Core Viewpoint - Corning Jereh Pharmaceutical-B (09966) has received FDA approval for JSKN003 to conduct a Phase II clinical study in the U.S., marking a significant milestone in the company's global development of its innovative pipeline [1] Group 1: Clinical Study Details - JSKN003-202 is a randomized, open-label, multicenter Phase II clinical study aimed at treating platinum-resistant recurrent epithelial ovarian cancer, primary peritoneal cancer, or fallopian tube cancer, collectively referred to as platinum-resistant ovarian cancer (PROC) [1] - The study will evaluate the efficacy and safety of JSKN003 in the specified patient population and determine the recommended dose for Phase III trials [1] Group 2: Product Characteristics - JSKN003 is a targeted HER2 bispecific antibody-drug conjugate (ADC) that connects a topoisomerase I inhibitor to the antibody KN026 using glycoengineering technology, offering better serum stability compared to traditional coupling methods [2] - The bispecific HER2 targeting allows JSKN003 to induce stronger internalization and bystander killing effects, providing significant anti-tumor activity in HER2-expressing tumors [2] Group 3: Licensing and Ongoing Trials - In September 2024, the company entered into a licensing agreement with Shanghai Jinmant Biotechnology Co., Ltd. to develop and commercialize JSKN003 in mainland China for tumor-related indications [2] - Currently, JSKN003 is undergoing three Phase III clinical trials in China for treating HER2-positive breast cancer, HER2-low expressing breast cancer, and platinum-resistant recurrent epithelial ovarian cancer, primary peritoneal cancer, or fallopian tube cancer [2]

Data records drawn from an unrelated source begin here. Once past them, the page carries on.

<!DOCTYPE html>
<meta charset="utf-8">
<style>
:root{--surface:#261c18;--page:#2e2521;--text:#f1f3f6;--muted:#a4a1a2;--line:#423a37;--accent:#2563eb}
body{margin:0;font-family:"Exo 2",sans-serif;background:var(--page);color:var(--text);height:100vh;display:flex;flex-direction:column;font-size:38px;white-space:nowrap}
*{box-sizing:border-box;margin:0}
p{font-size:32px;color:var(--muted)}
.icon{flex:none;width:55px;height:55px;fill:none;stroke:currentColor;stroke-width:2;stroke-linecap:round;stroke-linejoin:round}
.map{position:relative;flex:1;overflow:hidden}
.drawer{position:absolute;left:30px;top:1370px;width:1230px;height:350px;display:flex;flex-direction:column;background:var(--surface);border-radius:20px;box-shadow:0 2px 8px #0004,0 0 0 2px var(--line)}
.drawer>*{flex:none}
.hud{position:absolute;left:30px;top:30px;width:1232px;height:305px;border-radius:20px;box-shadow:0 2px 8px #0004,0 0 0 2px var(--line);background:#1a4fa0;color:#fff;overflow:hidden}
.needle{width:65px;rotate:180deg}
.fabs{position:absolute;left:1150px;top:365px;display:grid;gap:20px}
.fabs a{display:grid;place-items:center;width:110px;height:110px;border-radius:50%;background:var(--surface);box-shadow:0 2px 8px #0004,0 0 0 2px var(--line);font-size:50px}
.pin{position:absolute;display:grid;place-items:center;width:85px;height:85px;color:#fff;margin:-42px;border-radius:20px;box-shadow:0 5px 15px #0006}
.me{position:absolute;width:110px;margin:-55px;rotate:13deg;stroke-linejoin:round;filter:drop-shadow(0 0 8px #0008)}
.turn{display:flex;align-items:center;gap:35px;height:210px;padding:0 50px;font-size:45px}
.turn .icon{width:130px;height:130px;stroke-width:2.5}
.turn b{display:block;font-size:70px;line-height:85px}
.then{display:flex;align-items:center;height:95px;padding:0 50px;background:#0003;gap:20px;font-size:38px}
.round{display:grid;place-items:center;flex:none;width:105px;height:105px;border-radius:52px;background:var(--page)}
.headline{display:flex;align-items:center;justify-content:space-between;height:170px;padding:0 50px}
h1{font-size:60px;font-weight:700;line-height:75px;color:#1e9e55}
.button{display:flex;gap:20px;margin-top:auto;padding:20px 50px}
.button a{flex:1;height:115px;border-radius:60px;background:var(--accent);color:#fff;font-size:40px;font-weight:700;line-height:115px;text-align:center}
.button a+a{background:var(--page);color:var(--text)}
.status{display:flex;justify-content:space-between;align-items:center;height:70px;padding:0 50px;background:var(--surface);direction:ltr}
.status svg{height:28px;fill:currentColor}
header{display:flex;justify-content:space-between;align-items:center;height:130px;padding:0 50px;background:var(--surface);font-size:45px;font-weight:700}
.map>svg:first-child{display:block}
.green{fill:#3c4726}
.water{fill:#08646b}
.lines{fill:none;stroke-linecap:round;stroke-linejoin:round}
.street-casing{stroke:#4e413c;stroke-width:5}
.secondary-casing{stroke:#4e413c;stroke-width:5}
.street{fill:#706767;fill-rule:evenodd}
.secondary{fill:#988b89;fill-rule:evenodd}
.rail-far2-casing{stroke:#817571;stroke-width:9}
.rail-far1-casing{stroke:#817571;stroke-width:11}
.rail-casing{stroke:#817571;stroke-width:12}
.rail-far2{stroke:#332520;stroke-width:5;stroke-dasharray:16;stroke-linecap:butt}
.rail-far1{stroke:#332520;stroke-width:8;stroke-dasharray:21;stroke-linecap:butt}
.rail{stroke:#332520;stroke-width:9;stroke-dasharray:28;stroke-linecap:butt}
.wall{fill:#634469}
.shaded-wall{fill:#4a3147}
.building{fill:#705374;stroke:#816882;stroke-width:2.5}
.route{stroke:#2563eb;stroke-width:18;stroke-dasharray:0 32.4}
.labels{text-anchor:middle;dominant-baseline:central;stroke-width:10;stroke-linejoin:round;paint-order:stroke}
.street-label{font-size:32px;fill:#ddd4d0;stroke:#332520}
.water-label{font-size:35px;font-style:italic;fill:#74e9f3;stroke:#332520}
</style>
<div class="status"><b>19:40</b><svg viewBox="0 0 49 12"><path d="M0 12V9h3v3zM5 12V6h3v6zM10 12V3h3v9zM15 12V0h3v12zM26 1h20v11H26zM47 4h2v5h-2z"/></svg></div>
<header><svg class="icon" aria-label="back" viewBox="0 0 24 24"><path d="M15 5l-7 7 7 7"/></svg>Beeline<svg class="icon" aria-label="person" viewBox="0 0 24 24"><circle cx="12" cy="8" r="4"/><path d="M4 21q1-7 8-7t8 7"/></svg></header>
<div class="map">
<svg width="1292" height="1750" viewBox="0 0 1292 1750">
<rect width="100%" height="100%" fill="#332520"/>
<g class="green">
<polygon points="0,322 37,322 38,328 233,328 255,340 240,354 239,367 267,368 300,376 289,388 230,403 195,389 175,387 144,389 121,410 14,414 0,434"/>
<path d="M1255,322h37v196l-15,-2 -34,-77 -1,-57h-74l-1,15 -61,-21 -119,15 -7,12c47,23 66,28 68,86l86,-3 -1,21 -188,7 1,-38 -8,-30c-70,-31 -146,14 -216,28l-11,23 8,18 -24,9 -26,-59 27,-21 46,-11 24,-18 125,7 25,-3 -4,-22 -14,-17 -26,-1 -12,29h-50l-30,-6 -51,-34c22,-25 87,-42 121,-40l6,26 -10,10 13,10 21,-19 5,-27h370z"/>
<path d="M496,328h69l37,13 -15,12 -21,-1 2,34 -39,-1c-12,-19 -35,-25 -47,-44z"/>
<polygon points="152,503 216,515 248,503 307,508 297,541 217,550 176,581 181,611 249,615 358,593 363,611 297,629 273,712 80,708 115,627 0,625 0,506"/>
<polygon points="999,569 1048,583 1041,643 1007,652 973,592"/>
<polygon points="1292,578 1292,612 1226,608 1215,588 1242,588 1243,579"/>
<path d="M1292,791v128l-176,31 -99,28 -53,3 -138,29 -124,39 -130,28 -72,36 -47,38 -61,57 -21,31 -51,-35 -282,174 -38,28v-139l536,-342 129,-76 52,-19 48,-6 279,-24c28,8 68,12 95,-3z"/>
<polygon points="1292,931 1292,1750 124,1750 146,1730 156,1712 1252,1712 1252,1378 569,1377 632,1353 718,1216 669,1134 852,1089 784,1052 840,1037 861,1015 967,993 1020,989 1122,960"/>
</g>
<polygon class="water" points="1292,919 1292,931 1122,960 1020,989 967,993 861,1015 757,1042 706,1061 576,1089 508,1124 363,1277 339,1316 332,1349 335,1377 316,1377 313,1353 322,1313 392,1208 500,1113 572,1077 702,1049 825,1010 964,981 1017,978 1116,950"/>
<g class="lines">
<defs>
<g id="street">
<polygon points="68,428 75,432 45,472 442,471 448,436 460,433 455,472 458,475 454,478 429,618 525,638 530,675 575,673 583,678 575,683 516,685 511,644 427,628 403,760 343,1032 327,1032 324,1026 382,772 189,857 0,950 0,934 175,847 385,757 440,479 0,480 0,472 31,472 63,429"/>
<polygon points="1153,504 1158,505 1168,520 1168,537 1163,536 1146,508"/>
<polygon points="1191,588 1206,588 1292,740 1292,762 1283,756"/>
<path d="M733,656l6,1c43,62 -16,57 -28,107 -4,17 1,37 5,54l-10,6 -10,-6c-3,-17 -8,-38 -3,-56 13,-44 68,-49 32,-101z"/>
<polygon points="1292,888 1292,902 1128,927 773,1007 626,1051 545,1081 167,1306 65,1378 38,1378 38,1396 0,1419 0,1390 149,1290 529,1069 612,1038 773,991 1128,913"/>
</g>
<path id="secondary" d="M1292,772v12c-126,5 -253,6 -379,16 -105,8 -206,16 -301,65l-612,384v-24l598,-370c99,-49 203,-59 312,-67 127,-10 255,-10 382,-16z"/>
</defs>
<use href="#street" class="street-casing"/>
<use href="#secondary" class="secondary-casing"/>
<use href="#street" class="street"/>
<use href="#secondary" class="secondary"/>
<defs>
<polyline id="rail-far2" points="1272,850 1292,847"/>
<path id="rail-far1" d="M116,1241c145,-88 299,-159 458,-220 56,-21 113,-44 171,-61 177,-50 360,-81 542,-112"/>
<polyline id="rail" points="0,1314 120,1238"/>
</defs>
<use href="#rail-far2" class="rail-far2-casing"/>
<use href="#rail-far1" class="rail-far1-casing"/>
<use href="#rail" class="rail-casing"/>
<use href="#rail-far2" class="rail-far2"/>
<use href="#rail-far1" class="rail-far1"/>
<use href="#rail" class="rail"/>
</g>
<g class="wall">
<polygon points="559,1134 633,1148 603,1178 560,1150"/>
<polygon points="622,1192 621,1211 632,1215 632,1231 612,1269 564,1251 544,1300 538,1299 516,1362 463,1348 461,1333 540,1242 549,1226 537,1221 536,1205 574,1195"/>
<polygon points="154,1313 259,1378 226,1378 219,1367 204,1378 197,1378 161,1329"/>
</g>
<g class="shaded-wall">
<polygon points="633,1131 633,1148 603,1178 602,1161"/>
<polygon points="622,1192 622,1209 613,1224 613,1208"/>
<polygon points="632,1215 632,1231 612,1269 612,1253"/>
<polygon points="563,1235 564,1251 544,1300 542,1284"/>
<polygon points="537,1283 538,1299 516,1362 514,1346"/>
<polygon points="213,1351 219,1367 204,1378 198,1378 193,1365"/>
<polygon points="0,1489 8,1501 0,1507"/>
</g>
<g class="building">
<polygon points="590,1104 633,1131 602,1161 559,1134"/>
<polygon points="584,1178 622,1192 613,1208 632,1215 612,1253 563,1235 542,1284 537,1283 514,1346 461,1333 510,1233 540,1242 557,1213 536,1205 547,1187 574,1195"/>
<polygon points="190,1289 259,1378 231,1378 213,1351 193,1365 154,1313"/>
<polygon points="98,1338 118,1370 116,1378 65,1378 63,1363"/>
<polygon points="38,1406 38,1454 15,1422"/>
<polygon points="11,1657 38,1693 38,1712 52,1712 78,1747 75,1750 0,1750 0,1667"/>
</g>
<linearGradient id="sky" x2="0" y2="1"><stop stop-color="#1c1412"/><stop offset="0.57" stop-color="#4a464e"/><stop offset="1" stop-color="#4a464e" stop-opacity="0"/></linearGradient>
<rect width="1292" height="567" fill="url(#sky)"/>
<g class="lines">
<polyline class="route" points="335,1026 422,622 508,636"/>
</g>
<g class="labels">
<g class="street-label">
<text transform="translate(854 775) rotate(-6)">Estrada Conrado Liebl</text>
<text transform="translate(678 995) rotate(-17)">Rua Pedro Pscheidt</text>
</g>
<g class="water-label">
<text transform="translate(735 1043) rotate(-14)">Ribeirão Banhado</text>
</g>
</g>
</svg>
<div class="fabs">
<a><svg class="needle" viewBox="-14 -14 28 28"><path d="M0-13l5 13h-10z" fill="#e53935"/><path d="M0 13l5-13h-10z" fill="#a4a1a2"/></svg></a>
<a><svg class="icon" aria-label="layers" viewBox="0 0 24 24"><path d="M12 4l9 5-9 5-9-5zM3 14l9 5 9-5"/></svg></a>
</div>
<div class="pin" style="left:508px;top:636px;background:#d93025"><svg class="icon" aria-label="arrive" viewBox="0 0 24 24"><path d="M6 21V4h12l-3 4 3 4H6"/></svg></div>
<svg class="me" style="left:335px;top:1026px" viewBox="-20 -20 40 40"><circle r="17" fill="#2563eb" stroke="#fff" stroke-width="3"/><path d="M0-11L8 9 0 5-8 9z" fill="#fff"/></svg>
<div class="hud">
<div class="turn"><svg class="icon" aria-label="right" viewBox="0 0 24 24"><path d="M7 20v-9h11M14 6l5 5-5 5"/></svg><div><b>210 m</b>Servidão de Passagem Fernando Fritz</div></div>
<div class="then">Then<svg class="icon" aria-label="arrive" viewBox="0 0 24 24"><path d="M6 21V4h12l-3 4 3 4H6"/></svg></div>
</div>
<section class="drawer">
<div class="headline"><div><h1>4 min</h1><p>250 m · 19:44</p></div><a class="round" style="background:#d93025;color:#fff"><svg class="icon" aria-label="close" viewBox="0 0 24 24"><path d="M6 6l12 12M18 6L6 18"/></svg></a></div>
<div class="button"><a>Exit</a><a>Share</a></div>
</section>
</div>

Core Viewpoint - Corning Jereh Pharmaceutical-B (09966) has received FDA approval for JSKN003 to conduct a Phase II clinical study in the U.S., marking a significant milestone in the company's global development of its innovative pipeline [1][2]. Group 1: Clinical Trial Details - JSKN003-202 is a randomized, open-label, multi-center Phase II clinical study aimed at treating platinum-resistant recurrent epithelial ovarian cancer, primary peritoneal cancer, or fallopian tube cancer, collectively referred to as platinum-resistant ovarian cancer (PROC) [1]. - The trial will evaluate the efficacy and safety of JSKN003 in the specified patient population and determine the recommended dose for Phase III trials [1]. Group 2: Product Information - JSKN003 is a targeted HER2 bispecific antibody-drug conjugate (ADC) that connects a topoisomerase I inhibitor to the antibody KN026 using glycosylation site-specific conjugation technology, offering better serum stability compared to traditional conjugation methods [2]. - The bispecific HER2 targeting of JSKN003 enhances its internalization and bystander killing effect, providing strong anti-tumor activity in HER2-expressing tumors [2]. Group 3: Licensing and Ongoing Trials - In September 2024, the company entered into a licensing agreement with Shanghai Jinmant Biotechnology Co., Ltd. for the development and commercialization of JSKN003 in mainland China for tumor-related indications [2]. - Currently, JSKN003 is undergoing three Phase III clinical trials in China for treating HER2-positive breast cancer, HER2-low expressing breast cancer, and platinum-resistant recurrent ovarian cancer, primary peritoneal cancer, or fallopian tube cancer [2].